I have been thinking as the year started about how we are pushed to feel discontent.  It is what advertising banks on, and there is often the sense of dissatisfaction that you haven't quite got what the other people have.

'If I just had that extension on the house our lives would be easier'
'If I just worked more our money would be okay'
'If I just was ten kilos lighter I would be happier'
'If I just had well behaved children it would be easier'
'If I was just in a different job I would be more fulfilled'
'If I was just a better cook, photographer, craft head my blog would be more interesting'
'If I just....'

I have to snap out of the 'if-I-justs' and either be content with where we are, or be thankful for the hard work.  You don't remember things that are easy.  You remember the hard stuff that got amazing results.  Which is why I think you have to tell your birth story to as many people as will listen (not that I am going to tell my birth stories here..yet.  I'll wait til we know each other better - okay?).

As I have started work again I realised that having a few years experience is a blessing, and hard won knowledge is respected.  So from having the wobblies about starting work again a couple of weeks ago to enjoying working with the kids has been a mind shift.  Lots of thinking and praying and a positive 'tude has helped.

Last week at the girl's school a boy was knocked down by an out of control car.  He was just walking out of school, minding his own business, and now he is in hospital with multiple injuries with a long recovery ahead.  It could have been any kid at the school.

I will not be discontent or dissatisfied.

If I could just remember that.

Monday, February 6, 2012

mickey story chapter thirteen

You may think I have forgotten about Mickey.  My small but charming friend who is nearly seven years old (Children! You turn your back and they grow like weeds).  I have recently had a cup of tea with Mickey's mother, and she has filled me in on some more Mickey escapades.  I feel my role in these conversations is to be calm and listen incredulously.  And supply tea with sugar.  And cake.  Much cake.  Not that we support our emotions with food........

She informed me about a recent event in the life of Mickey.

Mickey's mother was having a holiday up the coast with the children, so they were sleeping in one room with some of them on the floor.  She was just dozing off when she heard a squirt squirt noise coming from Mickey's side of the room.  Thinking he was just getting a quick sip from his water bottle she turned over and tried to ignore it, chasing the deep deep place of sleep.

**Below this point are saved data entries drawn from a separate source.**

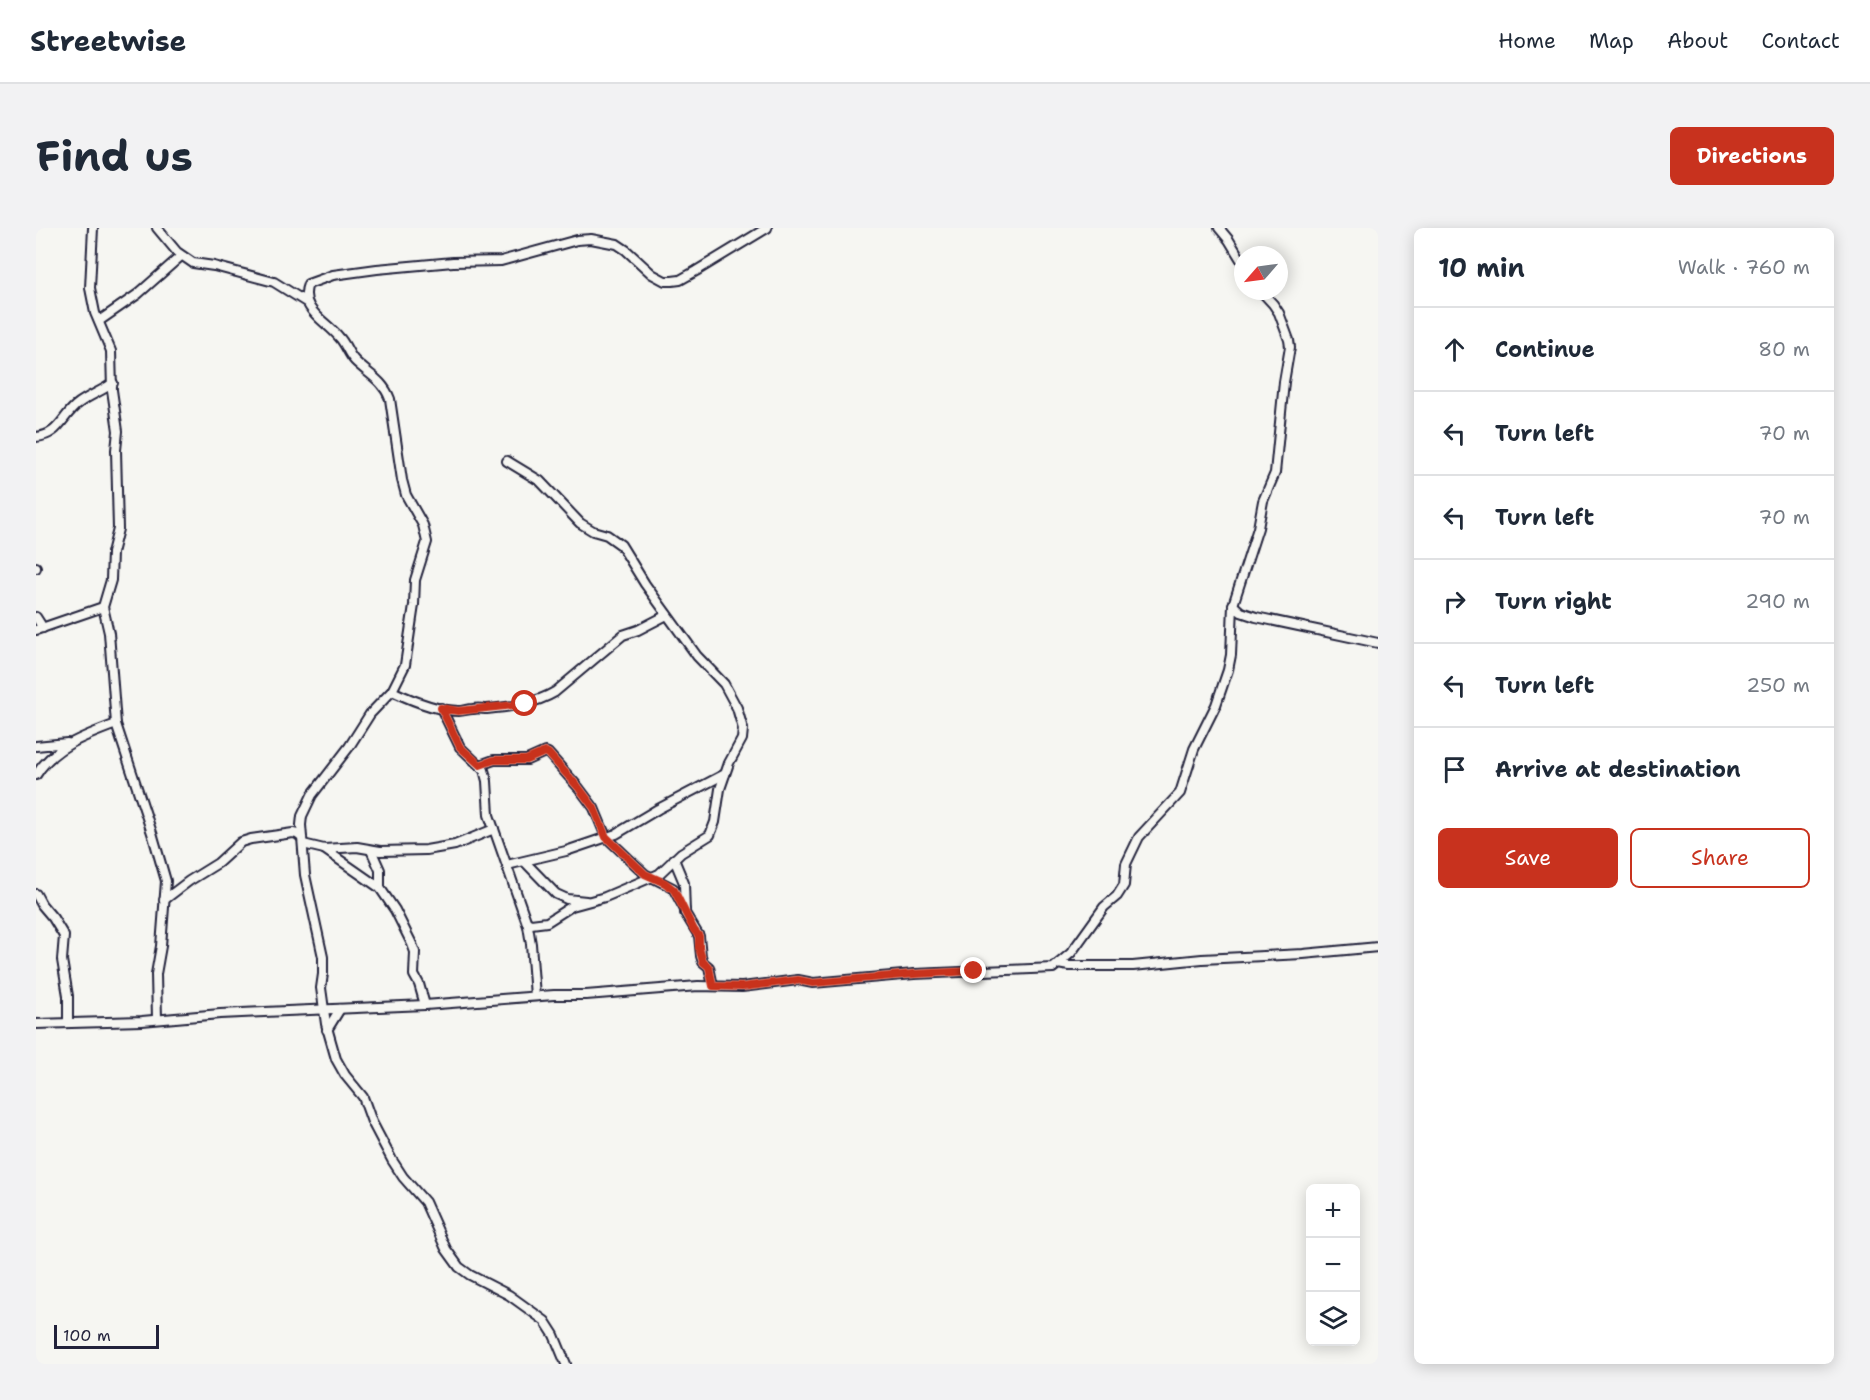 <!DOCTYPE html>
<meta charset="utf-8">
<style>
body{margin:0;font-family:"Shantell Sans",sans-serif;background:#f2f2f3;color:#1f2937}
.controls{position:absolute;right:18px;bottom:18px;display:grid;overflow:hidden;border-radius:9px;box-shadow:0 3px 15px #0003}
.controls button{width:54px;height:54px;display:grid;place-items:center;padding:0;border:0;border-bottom:2px solid #e0e1e3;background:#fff;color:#1f2937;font:30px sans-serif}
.compass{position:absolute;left:1198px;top:18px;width:54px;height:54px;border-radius:50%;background:#fff;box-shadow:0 3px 15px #0003;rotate:242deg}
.scale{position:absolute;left:18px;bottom:15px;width:105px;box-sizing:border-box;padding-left:6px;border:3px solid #22223b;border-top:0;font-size:16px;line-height:21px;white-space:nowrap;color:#22223b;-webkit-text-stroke:4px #f6f6f2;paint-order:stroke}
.stop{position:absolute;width:18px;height:18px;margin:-14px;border:4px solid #c8321e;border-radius:50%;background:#fff}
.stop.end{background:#c8321e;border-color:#fff;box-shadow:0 2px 6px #0008}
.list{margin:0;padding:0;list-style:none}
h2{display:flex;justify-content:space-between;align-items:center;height:78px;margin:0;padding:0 24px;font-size:26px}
h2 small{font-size:20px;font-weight:400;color:#747a83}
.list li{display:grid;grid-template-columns:39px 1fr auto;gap:18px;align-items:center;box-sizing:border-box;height:84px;padding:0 24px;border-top:2px solid #e0e1e3}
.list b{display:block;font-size:22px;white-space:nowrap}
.list em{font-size:20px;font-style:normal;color:#747a83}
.actions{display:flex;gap:12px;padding:18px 24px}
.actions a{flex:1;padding:14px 0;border:2px solid #c8321e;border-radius:9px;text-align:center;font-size:21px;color:#c8321e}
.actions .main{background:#c8321e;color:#fff}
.icon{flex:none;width:33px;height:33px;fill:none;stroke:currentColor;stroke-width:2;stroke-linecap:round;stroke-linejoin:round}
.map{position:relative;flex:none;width:1342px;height:1136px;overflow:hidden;border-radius:9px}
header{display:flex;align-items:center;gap:36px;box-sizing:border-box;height:84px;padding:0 30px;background:#fff;border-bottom:2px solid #e0e1e3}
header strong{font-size:28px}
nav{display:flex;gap:33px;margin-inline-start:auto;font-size:21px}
.intro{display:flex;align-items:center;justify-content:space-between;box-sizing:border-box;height:144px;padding:0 36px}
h1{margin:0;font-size:42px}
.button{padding:15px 27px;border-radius:9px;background:#c8321e;color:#fff;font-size:21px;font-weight:700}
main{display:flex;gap:36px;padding:0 36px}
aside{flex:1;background:#fff;border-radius:9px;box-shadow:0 3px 15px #0003}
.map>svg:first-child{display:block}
</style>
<header>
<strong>Streetwise</strong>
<nav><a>Home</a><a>Map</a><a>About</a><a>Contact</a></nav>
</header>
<div class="intro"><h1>Find us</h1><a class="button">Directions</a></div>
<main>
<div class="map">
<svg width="1342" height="1136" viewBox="0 0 1342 1136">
<rect width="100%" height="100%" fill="#f6f6f2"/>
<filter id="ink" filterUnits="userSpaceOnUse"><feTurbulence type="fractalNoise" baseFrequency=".0167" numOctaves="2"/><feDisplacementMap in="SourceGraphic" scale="12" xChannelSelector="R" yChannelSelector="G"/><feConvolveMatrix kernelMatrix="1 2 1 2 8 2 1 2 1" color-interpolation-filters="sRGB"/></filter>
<g filter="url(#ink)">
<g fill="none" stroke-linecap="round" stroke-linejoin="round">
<!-- minor casing -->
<g stroke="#22223b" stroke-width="12">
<g id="minor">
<path d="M57,0L54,60L59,85L75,123L76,162L82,203L80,222L82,301L76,325L75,352L67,379L73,405L80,496L117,608L130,653L125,718L120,746L121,791"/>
<path d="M121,0L141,24L157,35L178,38L238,54L270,74"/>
<path d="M1183,0L1193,12L1207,35"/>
<path d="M63,93L102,66L145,28"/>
<path d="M0,209C24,207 26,187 43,175C54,167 66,163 77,155"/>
<path d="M471,233L504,253L544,295L557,303L571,307L585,317L609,356L661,428L688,456L701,480L707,501L706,511L693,535L684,561L679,594L674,607L645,625L623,646L569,669L536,678L511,694L495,696L491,694"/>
<path d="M0,339V340"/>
<path d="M1197,377L1205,384L1220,389L1342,415"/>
<path d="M0,389L7,400"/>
<path d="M0,402L67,379"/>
<path d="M356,463C375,472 402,483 423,483C428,483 432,481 437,481C442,480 446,481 451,481C474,479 499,476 519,464L587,407L602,402L631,387"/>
<path d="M405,480L424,519L448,542L451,553L453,587L492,698L495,716L499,768"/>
<path d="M0,518L31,515"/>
<path d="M444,537L458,532H491L509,524L512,525L543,560L558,580L570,609L609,646L637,660L649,682"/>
<path d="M0,547C18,518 49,508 80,496"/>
<path d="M267,616L288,621L321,619L344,623L390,622L419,617L458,601"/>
<path d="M288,621L344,660L359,682L376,716L379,724L378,747L383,756L389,777"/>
<path d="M335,622L344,642V660"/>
<path d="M638,631L648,655L649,685L663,708L665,728L667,734L673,739L677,758"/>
<path d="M489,634L520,666L531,671L550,673"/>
<path d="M471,637L530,623L580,606L622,581L689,546"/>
<path d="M0,666L6,677L17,690L28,708L26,732L32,768V794"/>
<path d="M128,672L153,653L182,635L205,614L215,611L257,605L261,606L266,610"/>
<path d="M1022,736L1035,725L1068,679L1081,668L1088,657L1090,636L1103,609L1144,565L1158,521L1180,477L1192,442L1195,427L1197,377L1222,300L1227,273L1239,245L1248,154L1254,119L1253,112L1243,85L1237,76L1225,63"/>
<path d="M0,796L106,793L184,786L389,777L518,767H550L662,758L706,759L762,752L777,755L878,746L1017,740L1022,736L1033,738H1097L1166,731L1267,726L1342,719"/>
<path d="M291,802L304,781"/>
<path d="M530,1136L518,1107L509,1093L473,1067L434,1047L423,1039L410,1021L389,974L367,949L356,932L336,894L327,869L309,847L300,831L290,796L285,760L287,746V729L269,647L265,597L266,588L276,567L313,519L334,486L356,463L369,437L378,377L379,352L391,314L387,297L370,267L366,252L354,171C347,152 332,146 319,133C312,126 310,116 303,109C290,93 262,81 272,56L297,47L341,41L417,34L465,33L541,12L555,11L581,16L590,22L616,46L629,53H636L644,52L660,43L731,0"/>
</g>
</g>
<!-- minor -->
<use href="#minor" stroke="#f6f6f2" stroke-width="8"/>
</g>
</g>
<g fill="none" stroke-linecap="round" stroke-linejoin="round" filter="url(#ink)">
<!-- route -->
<path stroke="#c8321e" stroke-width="8" d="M489,476L422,483L405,480L424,519L444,537L458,532H490L509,524L512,525L543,560L558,580L570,609L609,646L629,655L638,662L658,702L663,708V720L667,734L673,739L677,758L706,759L762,752L777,755L878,746L938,743"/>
</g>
</svg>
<div class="controls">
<button>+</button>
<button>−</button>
<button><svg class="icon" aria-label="layers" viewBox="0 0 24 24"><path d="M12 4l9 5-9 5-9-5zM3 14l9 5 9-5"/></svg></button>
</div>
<svg class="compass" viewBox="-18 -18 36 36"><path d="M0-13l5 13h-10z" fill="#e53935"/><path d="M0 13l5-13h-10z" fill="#747a83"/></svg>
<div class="scale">100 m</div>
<div class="stop" style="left:489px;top:476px"></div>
<div class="stop end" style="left:938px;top:743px"></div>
</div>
<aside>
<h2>10 min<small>Walk · 760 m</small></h2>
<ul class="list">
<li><svg class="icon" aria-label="ahead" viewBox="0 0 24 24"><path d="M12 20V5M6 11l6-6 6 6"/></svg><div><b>Continue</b></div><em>80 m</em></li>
<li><svg class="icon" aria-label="left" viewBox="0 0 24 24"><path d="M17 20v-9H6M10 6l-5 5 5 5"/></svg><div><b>Turn left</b></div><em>70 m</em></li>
<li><svg class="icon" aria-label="left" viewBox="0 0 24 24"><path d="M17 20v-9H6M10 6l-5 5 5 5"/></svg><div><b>Turn left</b></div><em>70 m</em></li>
<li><svg class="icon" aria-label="right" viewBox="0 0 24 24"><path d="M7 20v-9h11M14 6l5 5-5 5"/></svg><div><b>Turn right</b></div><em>290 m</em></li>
<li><svg class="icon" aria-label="left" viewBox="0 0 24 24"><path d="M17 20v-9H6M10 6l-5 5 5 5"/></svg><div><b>Turn left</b></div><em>250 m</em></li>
<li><svg class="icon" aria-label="arrive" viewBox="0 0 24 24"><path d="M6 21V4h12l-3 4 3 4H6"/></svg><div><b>Arrive at destination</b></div></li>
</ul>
<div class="actions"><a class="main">Save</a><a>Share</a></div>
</aside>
</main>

The squirting continued, and she opened her eyes to blurrily make out Mickey grinning in her face.  Recognizing the wild look in his eye she quickly looked for the source of the squirting.  It was not the placed drinking from the water bottle she had imagined, but the squirt squirt noise of tomato sauce being squeezed all over her bed.

Tomato sauce.

Like he was setting up a scene for CSI.  She almost expected him to do a  chalk outline and set up police tape.

Mickey your brain goes in directions we cannot even begin to start to guess.

Saturday, February 4, 2012

The dog has a conehead


Scooter was de-sexed on Friday, after realizing she was very close to being able to have puppies. And after her little operation she has to wear this cone for 10 days. She keeps forgetting she has it on and running into chairs and doorways, and trying to get her ball from under the table. It is officially called an Elizabethan collar. There are far too few ruffles on it to be truly Elizabethan.

I feel bad for her.

But it is also funny that the dog has a conehead.


Thursday, February 2, 2012

surely I am not old enough

to be the mother of an eleven year old.  And I am pretty sure this sense of disbelief will continue for a long time to come.

This was her reaction after receiving a rip stick for her birthday from Grandma.


Hoping to not make a visit to emergency with broken bones from rip stick adventures.  She can already ride it around the house.

And check out the most excellent echidna icecream cake created by my husband - a man of many talents.


Happy birthday my darling complex pre-adolosecent waves of moodiness creative fascinating beautiful generous anxious girl.  Looking forward to seeing how you grow!